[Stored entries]
==*==
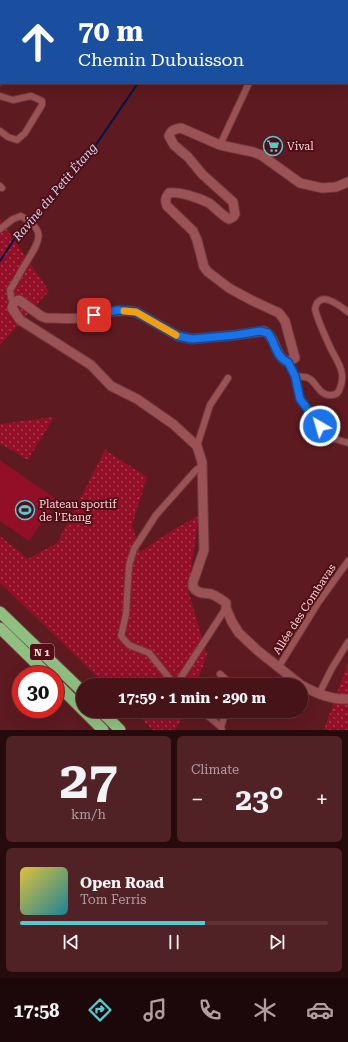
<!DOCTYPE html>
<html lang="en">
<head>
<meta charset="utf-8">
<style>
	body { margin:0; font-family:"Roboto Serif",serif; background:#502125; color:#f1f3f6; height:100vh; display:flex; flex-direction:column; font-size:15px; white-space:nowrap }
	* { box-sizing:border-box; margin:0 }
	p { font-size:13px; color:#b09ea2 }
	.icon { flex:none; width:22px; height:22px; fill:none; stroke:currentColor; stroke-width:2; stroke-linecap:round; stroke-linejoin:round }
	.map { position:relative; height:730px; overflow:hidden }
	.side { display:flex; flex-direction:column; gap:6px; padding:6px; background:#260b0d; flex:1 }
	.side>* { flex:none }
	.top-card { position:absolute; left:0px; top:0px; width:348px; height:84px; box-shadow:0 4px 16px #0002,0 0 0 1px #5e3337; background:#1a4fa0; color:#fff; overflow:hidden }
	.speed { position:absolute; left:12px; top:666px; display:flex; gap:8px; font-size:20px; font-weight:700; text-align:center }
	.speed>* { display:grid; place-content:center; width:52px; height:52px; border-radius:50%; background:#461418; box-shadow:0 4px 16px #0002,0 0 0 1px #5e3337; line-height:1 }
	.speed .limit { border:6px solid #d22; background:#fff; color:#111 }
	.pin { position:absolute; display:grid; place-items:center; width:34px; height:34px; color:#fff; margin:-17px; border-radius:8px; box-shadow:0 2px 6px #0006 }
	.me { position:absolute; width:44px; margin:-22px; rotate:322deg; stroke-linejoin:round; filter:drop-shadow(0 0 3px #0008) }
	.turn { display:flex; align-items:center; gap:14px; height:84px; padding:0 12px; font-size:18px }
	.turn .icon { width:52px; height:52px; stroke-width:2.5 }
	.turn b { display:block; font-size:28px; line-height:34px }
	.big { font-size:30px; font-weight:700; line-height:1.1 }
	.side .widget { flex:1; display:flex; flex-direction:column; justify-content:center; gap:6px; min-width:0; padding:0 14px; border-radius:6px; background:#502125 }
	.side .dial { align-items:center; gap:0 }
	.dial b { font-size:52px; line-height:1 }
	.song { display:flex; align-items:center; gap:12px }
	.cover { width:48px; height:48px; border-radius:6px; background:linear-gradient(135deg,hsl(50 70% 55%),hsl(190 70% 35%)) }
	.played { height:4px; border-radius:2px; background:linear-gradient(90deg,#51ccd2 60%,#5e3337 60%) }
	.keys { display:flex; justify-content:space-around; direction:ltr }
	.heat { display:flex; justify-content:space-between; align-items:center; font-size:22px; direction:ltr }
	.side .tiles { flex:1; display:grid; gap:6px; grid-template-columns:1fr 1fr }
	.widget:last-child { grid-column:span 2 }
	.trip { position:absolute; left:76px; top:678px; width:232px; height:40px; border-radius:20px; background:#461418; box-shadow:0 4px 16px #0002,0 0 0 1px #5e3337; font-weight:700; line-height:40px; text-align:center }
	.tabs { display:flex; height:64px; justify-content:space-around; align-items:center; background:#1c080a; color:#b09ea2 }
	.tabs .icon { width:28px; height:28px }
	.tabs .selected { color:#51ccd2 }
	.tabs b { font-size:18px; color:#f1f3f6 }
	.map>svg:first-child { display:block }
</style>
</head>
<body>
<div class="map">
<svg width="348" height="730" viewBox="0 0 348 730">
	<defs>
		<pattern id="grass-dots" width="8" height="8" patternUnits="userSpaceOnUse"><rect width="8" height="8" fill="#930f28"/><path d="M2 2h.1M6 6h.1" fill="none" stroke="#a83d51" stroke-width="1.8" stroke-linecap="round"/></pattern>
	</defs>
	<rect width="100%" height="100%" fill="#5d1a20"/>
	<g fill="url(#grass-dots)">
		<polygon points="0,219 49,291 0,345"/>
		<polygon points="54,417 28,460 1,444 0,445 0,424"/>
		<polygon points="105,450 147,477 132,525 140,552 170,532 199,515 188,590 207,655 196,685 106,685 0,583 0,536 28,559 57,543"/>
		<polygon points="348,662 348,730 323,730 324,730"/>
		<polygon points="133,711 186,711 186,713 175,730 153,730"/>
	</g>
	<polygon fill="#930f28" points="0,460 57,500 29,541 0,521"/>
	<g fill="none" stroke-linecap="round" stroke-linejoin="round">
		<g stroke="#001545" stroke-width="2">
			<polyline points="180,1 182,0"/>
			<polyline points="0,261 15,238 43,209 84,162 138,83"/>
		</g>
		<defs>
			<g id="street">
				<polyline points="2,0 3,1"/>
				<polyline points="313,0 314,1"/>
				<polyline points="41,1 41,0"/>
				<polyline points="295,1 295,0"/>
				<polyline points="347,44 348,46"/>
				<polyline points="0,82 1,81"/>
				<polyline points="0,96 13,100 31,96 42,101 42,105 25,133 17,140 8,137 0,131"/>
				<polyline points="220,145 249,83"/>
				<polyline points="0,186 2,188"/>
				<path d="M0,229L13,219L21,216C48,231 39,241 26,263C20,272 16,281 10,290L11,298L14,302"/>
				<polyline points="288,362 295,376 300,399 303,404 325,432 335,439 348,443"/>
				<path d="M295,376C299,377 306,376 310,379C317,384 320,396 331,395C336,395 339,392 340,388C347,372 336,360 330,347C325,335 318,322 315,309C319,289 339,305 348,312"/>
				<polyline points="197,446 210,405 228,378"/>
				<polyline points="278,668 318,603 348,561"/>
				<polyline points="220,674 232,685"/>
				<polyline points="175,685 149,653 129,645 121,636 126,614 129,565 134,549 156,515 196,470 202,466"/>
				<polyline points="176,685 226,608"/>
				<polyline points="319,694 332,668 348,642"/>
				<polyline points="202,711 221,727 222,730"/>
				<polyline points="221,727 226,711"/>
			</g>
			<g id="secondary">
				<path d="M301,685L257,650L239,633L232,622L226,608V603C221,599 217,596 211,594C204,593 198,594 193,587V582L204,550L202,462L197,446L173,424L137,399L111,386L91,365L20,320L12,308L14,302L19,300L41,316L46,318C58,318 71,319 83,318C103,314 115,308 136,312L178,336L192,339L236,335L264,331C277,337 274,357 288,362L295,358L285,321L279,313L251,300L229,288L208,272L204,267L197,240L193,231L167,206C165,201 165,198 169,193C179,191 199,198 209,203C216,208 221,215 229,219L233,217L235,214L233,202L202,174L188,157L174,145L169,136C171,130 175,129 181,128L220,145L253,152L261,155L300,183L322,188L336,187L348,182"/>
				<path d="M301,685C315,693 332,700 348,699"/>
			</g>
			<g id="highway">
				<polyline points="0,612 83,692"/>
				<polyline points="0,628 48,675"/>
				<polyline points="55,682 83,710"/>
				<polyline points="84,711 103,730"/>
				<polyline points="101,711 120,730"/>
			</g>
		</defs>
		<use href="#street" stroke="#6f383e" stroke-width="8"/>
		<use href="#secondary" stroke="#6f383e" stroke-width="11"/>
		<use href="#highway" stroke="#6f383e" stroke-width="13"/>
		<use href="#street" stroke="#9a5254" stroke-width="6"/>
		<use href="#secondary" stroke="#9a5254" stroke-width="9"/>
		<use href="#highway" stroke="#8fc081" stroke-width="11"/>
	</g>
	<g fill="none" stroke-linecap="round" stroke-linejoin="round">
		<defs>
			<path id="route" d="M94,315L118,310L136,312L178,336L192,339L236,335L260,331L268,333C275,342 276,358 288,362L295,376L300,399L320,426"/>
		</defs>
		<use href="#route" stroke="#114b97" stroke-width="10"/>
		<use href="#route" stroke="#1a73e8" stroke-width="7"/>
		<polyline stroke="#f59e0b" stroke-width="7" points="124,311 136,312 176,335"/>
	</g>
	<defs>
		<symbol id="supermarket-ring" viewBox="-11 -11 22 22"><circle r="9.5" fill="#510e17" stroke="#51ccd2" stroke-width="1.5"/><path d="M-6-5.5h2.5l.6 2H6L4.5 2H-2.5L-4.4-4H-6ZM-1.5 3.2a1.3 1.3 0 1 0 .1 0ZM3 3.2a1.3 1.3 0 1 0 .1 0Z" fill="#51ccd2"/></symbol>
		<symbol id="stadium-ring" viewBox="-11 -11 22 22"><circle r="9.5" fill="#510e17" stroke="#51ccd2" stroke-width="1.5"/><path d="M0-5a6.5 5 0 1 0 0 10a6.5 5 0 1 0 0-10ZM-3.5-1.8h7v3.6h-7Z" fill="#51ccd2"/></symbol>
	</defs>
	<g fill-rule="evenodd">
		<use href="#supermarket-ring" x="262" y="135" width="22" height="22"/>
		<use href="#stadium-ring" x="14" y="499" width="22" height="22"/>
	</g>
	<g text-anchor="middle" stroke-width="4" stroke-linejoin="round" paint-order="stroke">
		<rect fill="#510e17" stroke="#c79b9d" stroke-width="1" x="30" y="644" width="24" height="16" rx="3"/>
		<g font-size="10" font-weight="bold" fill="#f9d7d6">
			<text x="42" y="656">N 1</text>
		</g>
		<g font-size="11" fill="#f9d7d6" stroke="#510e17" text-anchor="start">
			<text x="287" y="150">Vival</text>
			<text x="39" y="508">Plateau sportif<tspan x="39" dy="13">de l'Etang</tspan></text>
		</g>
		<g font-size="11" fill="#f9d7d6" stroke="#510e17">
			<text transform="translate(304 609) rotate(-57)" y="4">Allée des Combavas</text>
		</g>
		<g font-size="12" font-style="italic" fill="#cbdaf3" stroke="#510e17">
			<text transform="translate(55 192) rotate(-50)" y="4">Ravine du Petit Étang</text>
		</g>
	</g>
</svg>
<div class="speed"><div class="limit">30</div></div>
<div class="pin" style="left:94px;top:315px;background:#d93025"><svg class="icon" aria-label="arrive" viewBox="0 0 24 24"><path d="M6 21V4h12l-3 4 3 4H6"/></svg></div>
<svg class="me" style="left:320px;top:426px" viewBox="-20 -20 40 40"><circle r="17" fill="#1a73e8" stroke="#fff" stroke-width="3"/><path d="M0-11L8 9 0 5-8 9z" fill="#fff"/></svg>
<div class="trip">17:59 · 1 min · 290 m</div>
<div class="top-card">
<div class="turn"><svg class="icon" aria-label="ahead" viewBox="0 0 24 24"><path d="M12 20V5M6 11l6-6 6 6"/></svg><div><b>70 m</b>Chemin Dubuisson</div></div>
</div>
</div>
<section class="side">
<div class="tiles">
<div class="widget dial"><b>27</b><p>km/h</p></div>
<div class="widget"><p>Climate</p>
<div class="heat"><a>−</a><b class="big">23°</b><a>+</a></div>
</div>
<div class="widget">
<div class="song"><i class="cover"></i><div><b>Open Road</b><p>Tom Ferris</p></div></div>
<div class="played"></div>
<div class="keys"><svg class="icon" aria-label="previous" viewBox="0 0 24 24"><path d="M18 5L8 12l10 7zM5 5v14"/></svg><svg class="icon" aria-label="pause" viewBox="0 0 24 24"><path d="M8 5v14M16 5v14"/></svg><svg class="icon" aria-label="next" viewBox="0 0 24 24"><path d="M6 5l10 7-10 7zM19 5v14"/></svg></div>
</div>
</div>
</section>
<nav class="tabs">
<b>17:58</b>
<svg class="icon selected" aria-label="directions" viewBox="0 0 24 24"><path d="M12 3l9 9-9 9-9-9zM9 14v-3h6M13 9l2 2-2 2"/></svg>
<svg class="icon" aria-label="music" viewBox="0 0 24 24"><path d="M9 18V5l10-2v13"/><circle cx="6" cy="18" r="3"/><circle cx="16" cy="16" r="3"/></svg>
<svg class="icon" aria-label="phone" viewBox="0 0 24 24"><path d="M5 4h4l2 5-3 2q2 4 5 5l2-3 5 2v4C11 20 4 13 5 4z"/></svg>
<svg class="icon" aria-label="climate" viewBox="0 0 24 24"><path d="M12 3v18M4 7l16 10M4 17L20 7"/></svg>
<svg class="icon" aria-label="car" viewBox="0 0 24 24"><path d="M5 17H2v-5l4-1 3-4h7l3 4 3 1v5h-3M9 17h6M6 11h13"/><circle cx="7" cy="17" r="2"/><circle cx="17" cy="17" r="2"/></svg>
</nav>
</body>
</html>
==*==
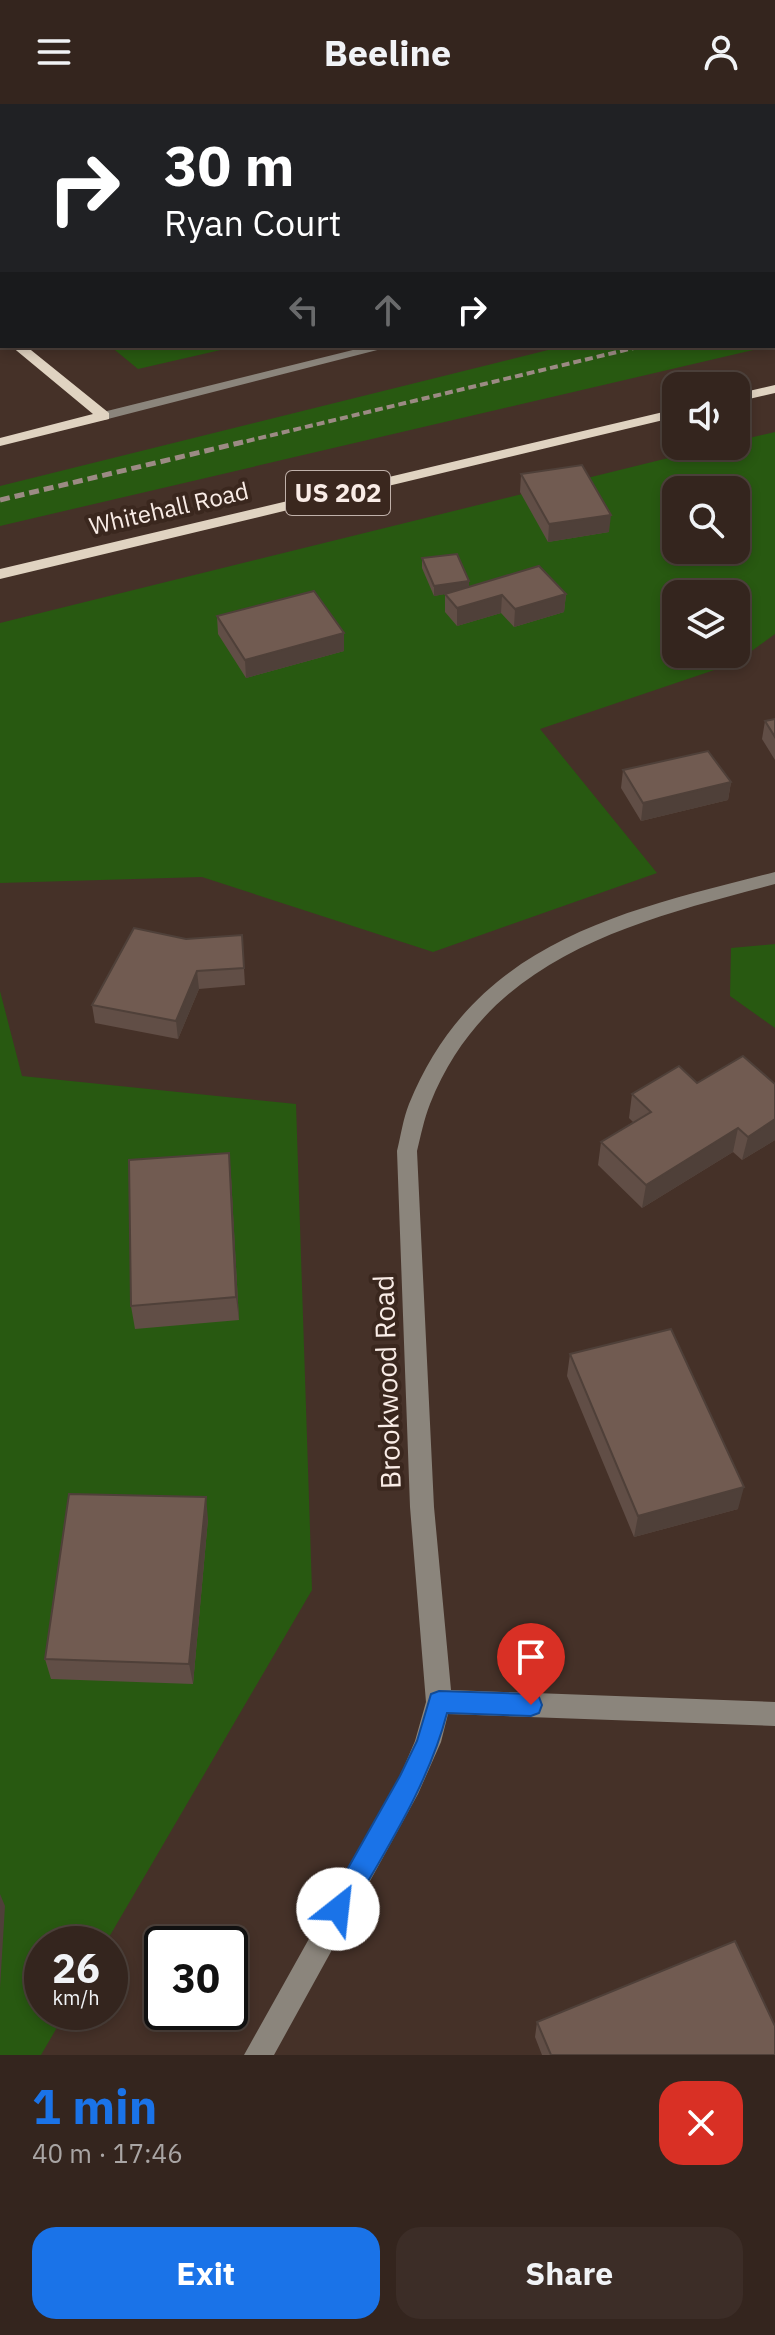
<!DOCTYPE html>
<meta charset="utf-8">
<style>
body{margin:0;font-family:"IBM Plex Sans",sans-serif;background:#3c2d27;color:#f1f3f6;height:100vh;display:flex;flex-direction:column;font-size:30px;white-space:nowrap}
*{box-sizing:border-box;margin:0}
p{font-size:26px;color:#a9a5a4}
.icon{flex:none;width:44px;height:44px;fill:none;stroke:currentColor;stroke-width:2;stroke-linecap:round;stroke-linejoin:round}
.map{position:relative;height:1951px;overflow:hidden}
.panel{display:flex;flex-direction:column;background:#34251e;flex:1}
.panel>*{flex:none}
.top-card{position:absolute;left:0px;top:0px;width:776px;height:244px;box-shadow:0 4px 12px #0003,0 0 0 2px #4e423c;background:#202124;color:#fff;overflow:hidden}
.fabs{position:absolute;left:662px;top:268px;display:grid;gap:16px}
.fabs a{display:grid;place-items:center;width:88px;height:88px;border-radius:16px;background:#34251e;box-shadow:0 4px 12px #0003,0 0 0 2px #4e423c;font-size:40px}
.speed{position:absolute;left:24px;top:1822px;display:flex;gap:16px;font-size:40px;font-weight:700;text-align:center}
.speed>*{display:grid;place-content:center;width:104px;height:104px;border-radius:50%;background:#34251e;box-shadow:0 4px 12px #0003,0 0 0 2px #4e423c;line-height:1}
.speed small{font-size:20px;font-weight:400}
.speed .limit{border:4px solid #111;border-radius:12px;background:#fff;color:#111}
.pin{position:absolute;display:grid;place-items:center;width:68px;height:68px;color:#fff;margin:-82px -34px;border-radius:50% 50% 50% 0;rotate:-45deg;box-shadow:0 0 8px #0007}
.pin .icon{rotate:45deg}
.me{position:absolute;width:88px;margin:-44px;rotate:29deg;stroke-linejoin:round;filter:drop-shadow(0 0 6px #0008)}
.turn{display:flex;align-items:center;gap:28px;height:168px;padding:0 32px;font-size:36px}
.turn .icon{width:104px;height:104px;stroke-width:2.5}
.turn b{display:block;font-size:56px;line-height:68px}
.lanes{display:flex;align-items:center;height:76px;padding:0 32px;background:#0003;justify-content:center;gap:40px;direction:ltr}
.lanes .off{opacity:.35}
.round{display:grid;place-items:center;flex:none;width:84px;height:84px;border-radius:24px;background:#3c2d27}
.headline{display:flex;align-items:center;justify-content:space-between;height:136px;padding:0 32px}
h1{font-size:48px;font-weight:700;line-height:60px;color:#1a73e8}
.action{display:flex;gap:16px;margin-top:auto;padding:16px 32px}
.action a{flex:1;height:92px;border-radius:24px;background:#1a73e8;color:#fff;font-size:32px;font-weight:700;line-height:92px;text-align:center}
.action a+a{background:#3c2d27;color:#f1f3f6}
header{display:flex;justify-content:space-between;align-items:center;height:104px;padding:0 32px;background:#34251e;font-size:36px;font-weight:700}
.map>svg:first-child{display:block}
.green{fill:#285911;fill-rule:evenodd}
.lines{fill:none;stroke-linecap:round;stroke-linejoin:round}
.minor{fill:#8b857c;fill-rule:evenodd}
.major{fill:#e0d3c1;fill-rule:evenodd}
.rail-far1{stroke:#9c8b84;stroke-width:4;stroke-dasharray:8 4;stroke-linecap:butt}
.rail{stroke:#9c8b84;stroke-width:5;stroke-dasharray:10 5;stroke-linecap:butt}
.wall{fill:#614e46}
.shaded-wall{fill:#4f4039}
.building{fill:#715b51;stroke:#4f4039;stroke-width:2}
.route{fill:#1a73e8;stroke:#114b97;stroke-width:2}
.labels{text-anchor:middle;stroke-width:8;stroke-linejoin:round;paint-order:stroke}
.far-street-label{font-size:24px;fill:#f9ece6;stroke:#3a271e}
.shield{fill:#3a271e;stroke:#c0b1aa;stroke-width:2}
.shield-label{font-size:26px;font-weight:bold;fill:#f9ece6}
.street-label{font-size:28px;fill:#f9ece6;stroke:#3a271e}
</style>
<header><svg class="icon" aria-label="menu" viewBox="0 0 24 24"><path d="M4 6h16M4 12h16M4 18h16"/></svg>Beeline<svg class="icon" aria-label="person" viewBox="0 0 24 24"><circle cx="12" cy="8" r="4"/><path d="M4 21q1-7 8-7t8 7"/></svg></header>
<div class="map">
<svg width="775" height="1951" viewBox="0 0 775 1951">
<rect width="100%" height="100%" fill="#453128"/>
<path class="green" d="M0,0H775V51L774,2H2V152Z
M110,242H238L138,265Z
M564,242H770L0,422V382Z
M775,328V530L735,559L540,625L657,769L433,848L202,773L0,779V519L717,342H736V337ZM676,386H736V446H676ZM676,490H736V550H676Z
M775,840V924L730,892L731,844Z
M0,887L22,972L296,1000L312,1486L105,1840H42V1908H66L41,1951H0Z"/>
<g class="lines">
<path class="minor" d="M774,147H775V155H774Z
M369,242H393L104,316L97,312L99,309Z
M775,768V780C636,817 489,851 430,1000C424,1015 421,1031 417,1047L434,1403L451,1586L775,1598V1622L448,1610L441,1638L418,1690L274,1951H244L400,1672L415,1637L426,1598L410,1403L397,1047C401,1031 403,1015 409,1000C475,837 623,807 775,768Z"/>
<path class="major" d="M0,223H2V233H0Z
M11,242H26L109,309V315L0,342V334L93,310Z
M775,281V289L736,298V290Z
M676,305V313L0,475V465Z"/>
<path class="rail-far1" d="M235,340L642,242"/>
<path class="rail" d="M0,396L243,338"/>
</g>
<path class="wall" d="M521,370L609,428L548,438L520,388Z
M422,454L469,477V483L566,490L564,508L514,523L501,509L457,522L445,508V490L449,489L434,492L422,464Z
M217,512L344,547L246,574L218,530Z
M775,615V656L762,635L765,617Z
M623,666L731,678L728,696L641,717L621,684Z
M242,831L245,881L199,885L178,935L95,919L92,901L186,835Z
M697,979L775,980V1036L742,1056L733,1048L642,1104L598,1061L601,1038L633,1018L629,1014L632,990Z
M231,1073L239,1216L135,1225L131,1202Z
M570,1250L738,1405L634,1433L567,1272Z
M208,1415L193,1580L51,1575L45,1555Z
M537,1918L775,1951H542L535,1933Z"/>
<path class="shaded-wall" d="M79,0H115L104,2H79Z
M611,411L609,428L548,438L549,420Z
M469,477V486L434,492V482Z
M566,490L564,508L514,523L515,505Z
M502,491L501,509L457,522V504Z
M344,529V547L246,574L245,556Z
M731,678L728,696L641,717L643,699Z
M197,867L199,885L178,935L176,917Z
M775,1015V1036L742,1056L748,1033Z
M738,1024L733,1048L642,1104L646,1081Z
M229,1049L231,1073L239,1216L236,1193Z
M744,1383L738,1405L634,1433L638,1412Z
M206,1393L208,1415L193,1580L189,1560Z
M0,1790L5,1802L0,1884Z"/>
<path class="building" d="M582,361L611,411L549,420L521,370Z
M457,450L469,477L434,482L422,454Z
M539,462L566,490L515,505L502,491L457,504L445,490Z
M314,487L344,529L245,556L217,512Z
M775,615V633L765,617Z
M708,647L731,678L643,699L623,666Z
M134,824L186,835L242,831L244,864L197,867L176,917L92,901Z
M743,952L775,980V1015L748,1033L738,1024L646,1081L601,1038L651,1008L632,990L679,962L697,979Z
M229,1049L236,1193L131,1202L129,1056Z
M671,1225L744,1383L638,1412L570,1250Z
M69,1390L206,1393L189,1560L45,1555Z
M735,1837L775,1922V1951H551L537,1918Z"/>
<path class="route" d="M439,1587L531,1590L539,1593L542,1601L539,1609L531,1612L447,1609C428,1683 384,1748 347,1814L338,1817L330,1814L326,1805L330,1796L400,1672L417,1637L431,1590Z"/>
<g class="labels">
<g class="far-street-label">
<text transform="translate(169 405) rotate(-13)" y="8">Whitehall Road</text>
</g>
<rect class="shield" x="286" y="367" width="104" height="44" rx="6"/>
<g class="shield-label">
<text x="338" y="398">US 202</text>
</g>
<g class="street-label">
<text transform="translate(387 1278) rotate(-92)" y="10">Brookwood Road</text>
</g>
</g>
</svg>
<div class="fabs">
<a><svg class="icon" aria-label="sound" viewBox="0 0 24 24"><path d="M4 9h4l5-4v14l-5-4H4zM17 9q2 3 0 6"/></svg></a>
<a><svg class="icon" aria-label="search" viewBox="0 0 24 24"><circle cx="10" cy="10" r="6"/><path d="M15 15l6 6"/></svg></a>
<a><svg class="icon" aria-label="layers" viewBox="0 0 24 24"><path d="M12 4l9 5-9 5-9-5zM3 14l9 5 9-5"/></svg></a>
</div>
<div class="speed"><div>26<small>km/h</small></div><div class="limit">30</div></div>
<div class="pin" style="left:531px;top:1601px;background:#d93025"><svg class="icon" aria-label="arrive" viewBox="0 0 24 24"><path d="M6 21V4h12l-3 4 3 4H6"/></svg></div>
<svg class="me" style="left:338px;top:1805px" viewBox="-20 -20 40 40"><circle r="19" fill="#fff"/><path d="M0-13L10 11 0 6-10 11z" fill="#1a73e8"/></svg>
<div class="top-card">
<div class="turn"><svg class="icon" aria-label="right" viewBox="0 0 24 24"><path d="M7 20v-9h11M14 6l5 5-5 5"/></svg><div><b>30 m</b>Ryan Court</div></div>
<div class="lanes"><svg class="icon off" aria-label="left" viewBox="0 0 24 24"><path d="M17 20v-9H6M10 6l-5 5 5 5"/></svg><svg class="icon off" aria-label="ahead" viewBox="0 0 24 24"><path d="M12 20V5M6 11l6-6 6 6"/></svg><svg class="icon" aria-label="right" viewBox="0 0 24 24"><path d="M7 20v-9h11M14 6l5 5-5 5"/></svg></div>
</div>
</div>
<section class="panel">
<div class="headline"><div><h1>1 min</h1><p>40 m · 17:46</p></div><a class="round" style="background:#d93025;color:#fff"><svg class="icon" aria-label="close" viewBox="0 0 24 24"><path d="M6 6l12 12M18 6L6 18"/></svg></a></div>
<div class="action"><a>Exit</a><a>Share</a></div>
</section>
==*==
- WHAT THIS TASK INVOLVES -
Return every line of the records in which the word "butt" is found.

- OUTPUT OF THE TASK -
.rail-far1{stroke:#9c8b84;stroke-width:4;stroke-dasharray:8 4;stroke-linecap:butt}
.rail{stroke:#9c8b84;stroke-width:5;stroke-dasharray:10 5;stroke-linecap:butt}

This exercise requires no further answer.